Monis dzieki, Filipek podnosi sie na łokciach a ponoc powinien juz na dłoniach od czasu do czasu co mu sie wcale nie zdaza. Jesli chodzi o chwytanie zabawek to on super chwyta tylko jak lezy na brzuszku to macha tak tymi raczkami, zamiast sie podeprzec na jednej a druga chwycic. Babka mi tak gadała ze powinien juz tak robic. Filip chodzi na rechabilitacje bobo sie urodził w 37 tyg i zrobili mu usg głowy i okazało sie ze cos tam nie tak wiec poszlismy do neurologa, który stwierdził ze juz sie w główce wszystko wyrównało ale skierował na rechabilitacje. Od tej pory chodzilismy.

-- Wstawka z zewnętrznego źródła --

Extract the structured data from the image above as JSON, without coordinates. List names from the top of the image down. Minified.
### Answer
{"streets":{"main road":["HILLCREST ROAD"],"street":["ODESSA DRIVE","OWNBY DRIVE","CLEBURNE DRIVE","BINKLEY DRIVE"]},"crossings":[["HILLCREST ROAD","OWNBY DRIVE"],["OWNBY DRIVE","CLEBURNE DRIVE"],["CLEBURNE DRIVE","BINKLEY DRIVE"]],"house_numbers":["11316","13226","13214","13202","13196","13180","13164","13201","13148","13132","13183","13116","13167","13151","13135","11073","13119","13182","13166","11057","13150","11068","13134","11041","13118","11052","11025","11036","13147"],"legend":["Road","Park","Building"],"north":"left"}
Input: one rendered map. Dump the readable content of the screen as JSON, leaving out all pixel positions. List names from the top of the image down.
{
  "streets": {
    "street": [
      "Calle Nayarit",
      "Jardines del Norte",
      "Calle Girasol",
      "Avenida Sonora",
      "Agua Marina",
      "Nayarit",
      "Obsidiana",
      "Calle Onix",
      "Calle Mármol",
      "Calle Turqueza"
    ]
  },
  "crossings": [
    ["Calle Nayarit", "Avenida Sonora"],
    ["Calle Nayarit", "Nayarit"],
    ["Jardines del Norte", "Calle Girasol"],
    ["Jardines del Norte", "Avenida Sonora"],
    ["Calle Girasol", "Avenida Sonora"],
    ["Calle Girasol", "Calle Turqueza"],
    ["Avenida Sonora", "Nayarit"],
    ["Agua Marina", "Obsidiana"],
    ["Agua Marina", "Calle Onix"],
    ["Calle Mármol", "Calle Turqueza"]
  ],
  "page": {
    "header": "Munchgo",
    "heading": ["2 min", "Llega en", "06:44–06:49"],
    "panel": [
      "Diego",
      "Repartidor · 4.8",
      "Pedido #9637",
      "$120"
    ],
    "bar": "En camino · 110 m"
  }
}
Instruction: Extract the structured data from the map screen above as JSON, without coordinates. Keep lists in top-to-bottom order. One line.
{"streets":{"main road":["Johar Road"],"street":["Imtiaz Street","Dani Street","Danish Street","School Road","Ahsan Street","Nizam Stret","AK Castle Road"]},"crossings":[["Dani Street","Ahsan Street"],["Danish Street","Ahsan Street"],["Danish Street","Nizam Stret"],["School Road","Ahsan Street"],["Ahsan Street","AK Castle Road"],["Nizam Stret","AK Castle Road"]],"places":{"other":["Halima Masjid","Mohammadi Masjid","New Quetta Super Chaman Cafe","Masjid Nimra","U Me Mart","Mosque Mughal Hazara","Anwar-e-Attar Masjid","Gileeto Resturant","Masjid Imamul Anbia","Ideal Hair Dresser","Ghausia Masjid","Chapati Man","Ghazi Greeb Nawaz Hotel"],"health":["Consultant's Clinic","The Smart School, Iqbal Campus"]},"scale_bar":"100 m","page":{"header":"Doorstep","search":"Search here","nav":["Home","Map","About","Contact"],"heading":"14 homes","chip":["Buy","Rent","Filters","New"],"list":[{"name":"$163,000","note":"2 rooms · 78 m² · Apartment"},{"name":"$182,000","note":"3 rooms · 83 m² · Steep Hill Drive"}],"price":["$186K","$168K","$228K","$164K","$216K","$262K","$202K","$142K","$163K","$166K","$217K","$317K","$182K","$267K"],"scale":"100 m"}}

No a teraz MUSZE SIE Wam pochwalic własnie przed chwila Filip przekrecił sie 2 razy z plecków na brzuch!!!
jestem zachwycona bo juz sie o niego martwiłam! Dzieki za wsparcie bo to naprawde pomaga jak człowiek sie martwi i ktos mu powie ze wszytko jest w porzadku. Juz wogóle nie wróce na te rechabilitacje bo bym musiała super kombinowac zeby tam dojechac a widze ze ta baka po prostu przesadza. Moj filip jest kapany o 8 potem je kolacje
i idzie sobie spac. Wstaje ok 3 na jedzenie i o 6 jak w zegarku jest pobódka i koniec spania. Teraz jak jest jasniej to nawet przed 6
Aha Monis staraj sie kłasc Kubusia na brzuch nawet jesli nie lubi to kilka razy dziennie chociaz na chwile to naprawde duzo daje dla rozwoju malucha. jeszce raz dzieki za rade. O matko ale sie rozpisałam!!!!